Case popolari: modificata la legge regionale, mai più decadenze automatiche

Il Consiglio regionale ha approvato il disegno di legge proposto dall'assessore Augusto Ferrari. Sospesi gli sfratti in corso. Ecco cosa cambia per le famiglie

Protesta degli inquilini delle case popolari contro gli sfratti - foto di archivio

Il Consiglio regionale ha approvato il disegno di legge 229 che modifica la legge regionale 2/2010 sull'edilizia sociale. L'approvazione del Ddl presentato dall'assessore alle Politiche sociali Augusto Ferrari sopprime il termine di tre mesi di morosità previsto per l’avvio della procedura di decandenza allo scopo di permettere una più attenta valutazione dei singoli casi e sospende i procedimenti di sfratto in corso affinché i Comuni e gli enti gestori, con una successiva modifica del regolamento attuativo, possano valutare le singole posizioni socio-economiche ed avviare la decadenza solo nei confronti di quegli assegnatari morosi ritenuti oggettivamente in grado di pagare l'affitto ma che non accettano o rispettano il piano di rientro stabilito.

La modifica alla legge prevede quindi soluzioni a diverse criticità, fra cui: la disparità di trattamento per l’impossibilità di valutazione accurata delle diverse motivazioni alla base del mancato pagamento dei canoni; l’incoerenza normativa, dovuta alla previsione di avvio dopo tre mesi di morosità nonostante la valutazione dell’incolpevolezza venga analizzata soltanto ad anno solare concluso; l’ordine sociale, in relazione all’elevato numero di potenziali esecuzioni; l’ordine economico, in merito all’equilibrio dei bilanci in relazione al mancato incasso dei canoni; i possibili contrasti tra le Atc e i Comuni per le sanzioni previste in caso di inottemperanza. Infine è prevista una sperimentazione per ambiti territoriali circoscritti finalizzata alla revisione delle disposizioni normative in materia di fondo sociale.

Con la modifica alla legge regionale, viene anche ampliata la definizione del nucleo richiedente, che viene esteso alle coppie omosessuali che hanno contratto un'unione civile e ai conviventi di fatto. Il testo prevede inoltre che i cambi di alloggio possano essere effettuati, oltre che per superare condizioni di sottoutilizzo o sovraffollamento, nonché di disagi abitativi di carattere sociale, anche per cercare di ridurre la morosità.

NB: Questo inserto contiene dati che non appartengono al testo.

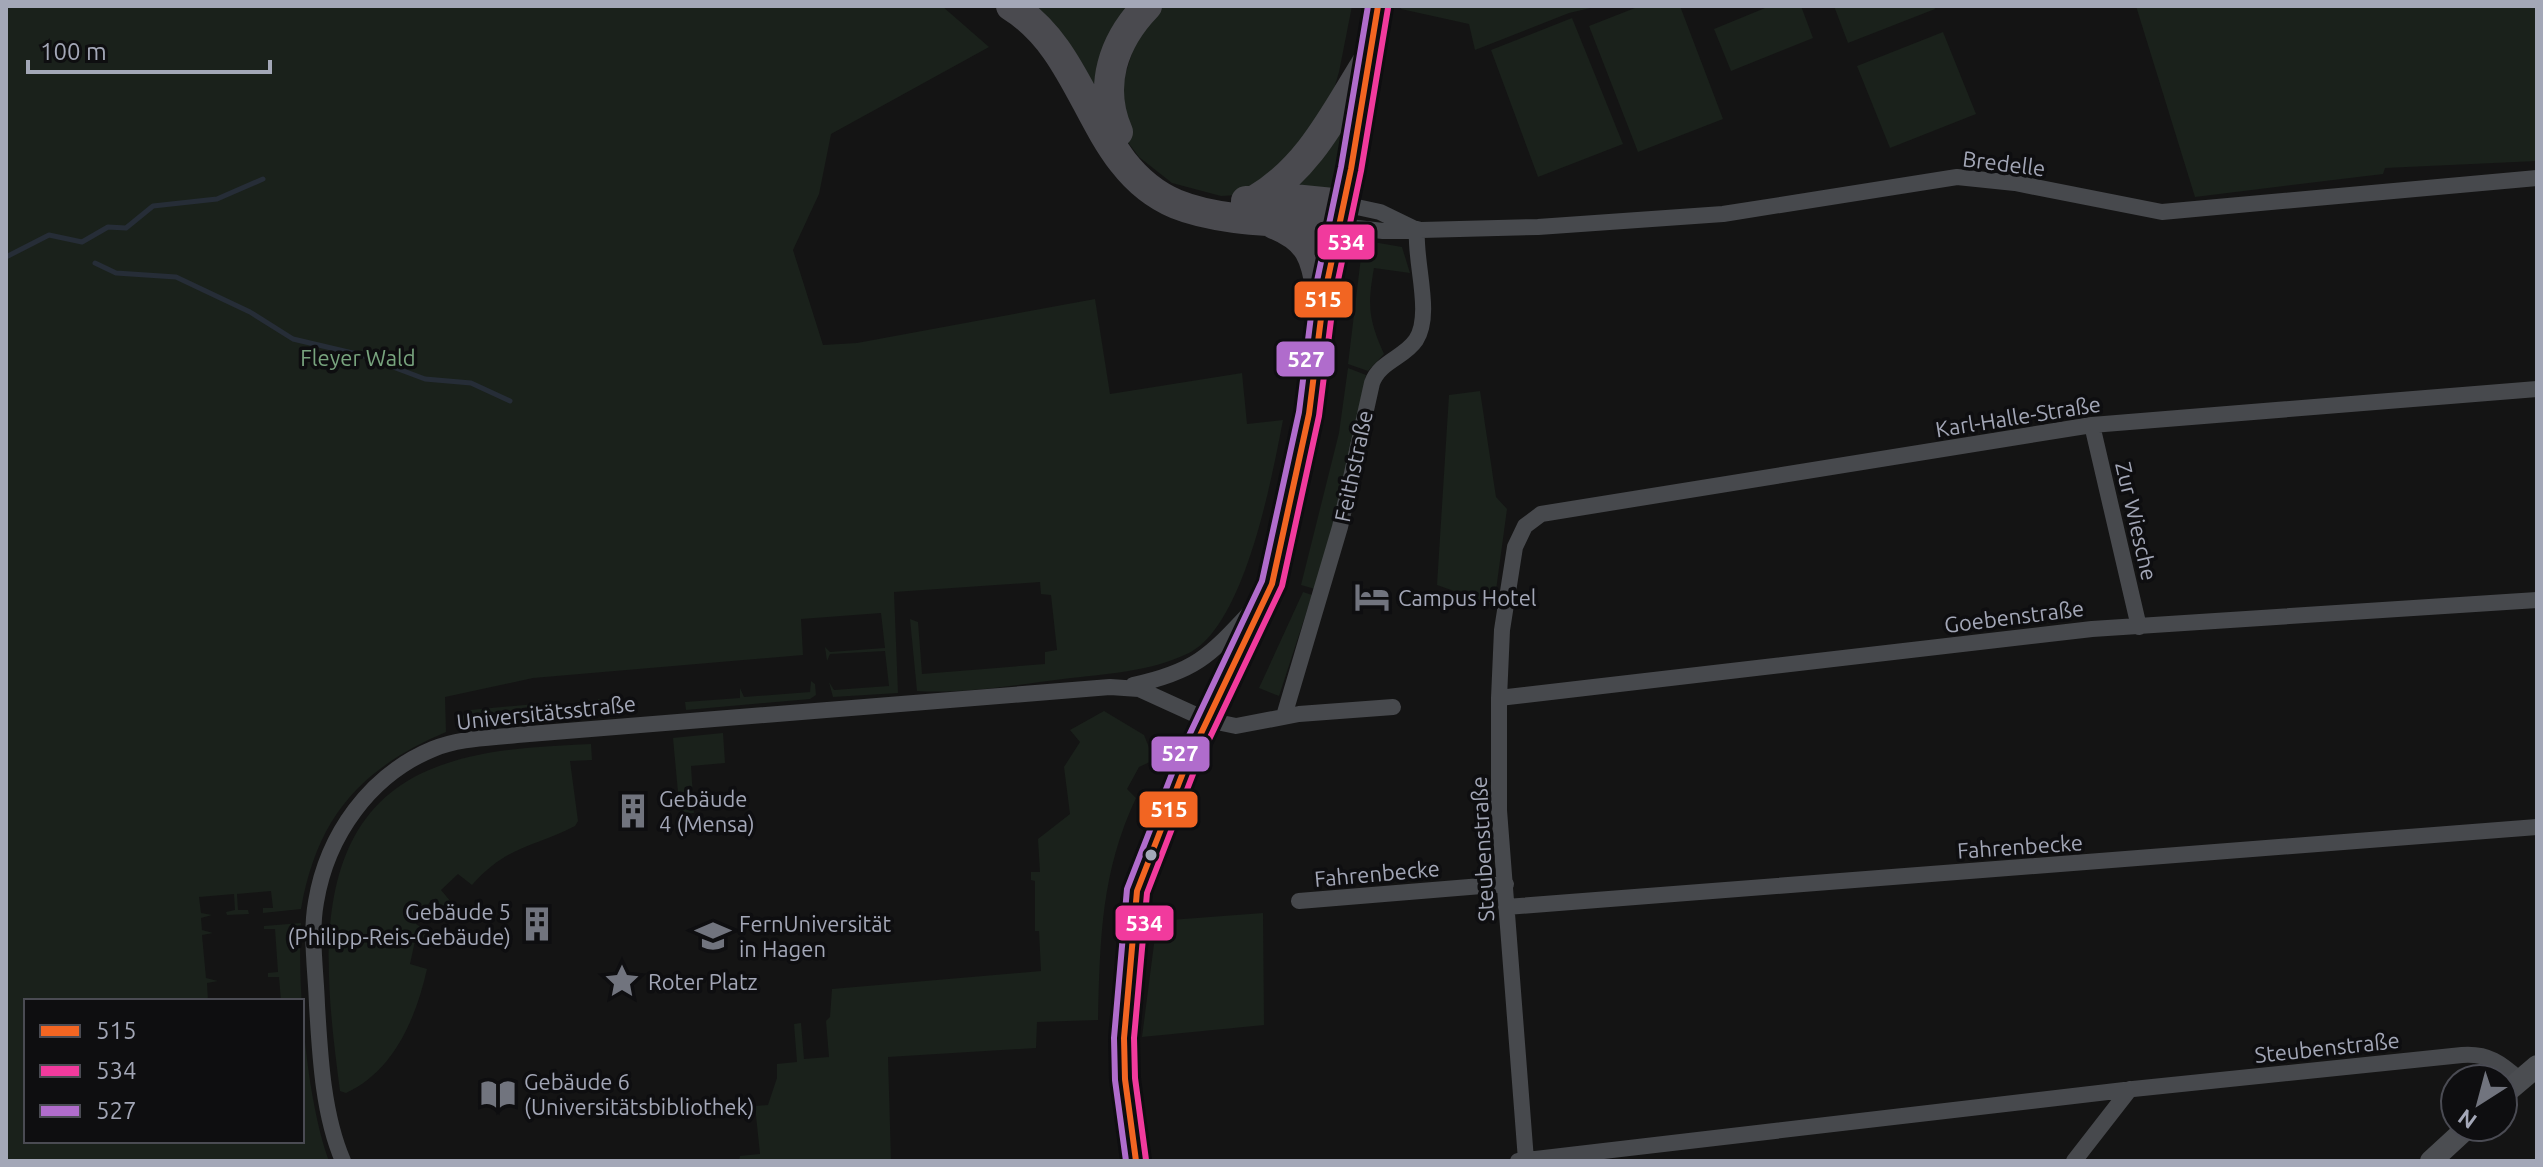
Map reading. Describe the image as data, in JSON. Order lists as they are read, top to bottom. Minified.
{"streets":{"street":["Bredelle","Karl-Halle-Straße","Feithstraße","Zur Wiesche","Goebenstraße","Universitätsstraße","Fahrenbecke","Steubenstraße"]},"crossings":[["Bredelle","Feithstraße"],["Karl-Halle-Straße","Zur Wiesche"],["Karl-Halle-Straße","Steubenstraße"],["Zur Wiesche","Goebenstraße"],["Goebenstraße","Steubenstraße"],["Fahrenbecke","Steubenstraße"]],"parks":["Fleyer Wald"],"places":{"hotel":["Campus Hotel"],"building":["Gebäude 4 (Mensa)","Gebäude 5 (Philipp-Reis-Gebäude)"],"school or university":["FernUniversität in Hagen"],"place":["Roter Platz"],"library":["Gebäude 6 (Universitätsbibliothek)"]},"lines":["transit line 515","transit line 527","transit line 534"],"legend":["515","534","527"],"scale_bar":"100 m","north":"bottom left"}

"Si tratta di un provvedimento che aiuta in maniera strutturale a risolvere un problema da anni diffuso in tutto il Piemonte - ha commentato l'assessore Ferrari - cioè procedure di decadenza per le morosità sui canoni di locazione negli alloggi popolari, situazione che aveva raggiunto un livello di insostenibilità, perché la norma si è mostrata incongruente ed il regolamento poco rigoroso. Con l’approvazione del disegno di leggio e il successivo regolamento applicativo noi cerchiamo di ovviare alle carenze che fino ad ora erano presenti".

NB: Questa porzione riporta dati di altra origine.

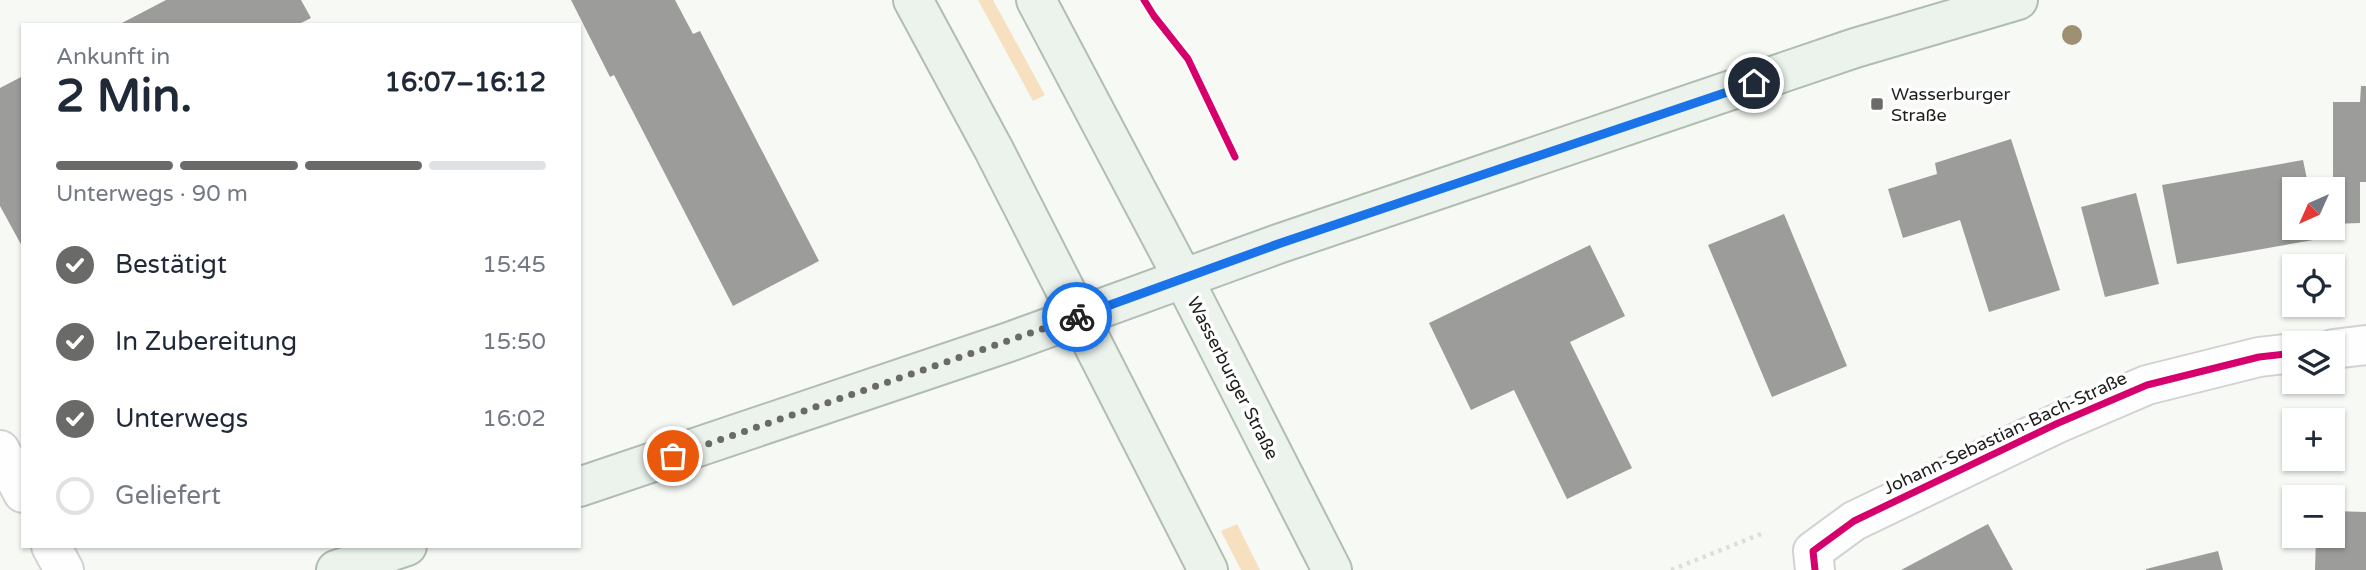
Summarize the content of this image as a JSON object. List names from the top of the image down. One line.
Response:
{"streets":{"main road":["Wasserburger Straße"],"street":["Johann-Sebastian-Bach-Straße"]},"places":{"transit":["Wasserburger Straße"]},"north":"bottom left","page":{"heading":["2 Min.","Ankunft in","16:07–16:12"],"bar":"Unterwegs · 90 m","map_buttons":["+","−"],"list":[["Bestätigt","15:45"],["In Zubereitung","15:50"],["Unterwegs","16:02"],"Geliefert"]}}
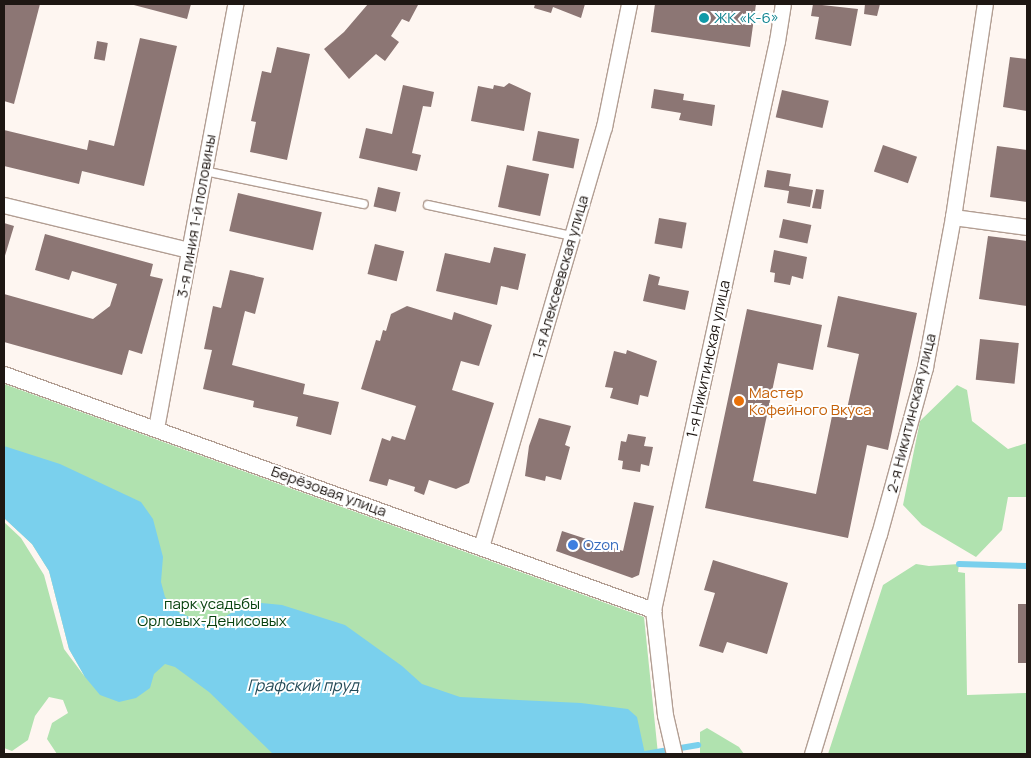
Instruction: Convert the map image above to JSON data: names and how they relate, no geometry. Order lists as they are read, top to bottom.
{
  "streets": {
    "street": [
      "3-я линия 1-й половины",
      "1-я Алексеевская улица",
      "1-я Никитинская улица",
      "2-я Никитинская улица",
      "Берёзовая улица"
    ]
  },
  "crossings": [
    ["3-я линия 1-й половины", "Берёзовая улица"],
    ["1-я Алексеевская улица", "Берёзовая улица"],
    ["1-я Никитинская улица", "Берёзовая улица"]
  ],
  "water": ["Графский пруд"],
  "parks": ["парк усадьбы Орловых-Денисовых"],
  "places": ["ЖК «К-6»", "Мастер Кофейного Вкуса", "Ozon"]
}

"Abbiamo approvato una buona legge - ha aggiunto il consigliere regionale Domenico Rossi - che modifica la Lr 3/2010, con cui si sospendono tutte le decadenze in corso e i conguagli delle utenze fino alla conclusione delle necessarie verifiche. Un meccanismo che aiuta a prevenire veri e proprie emergenze umane e sociali. Era infatti necessario eliminare il meccanismo automatico della decadenza, come dimostra anche il caso novarese: con questa legge sono inserite verifiche sui singoli casi con il coinvolgimento dei Comuni".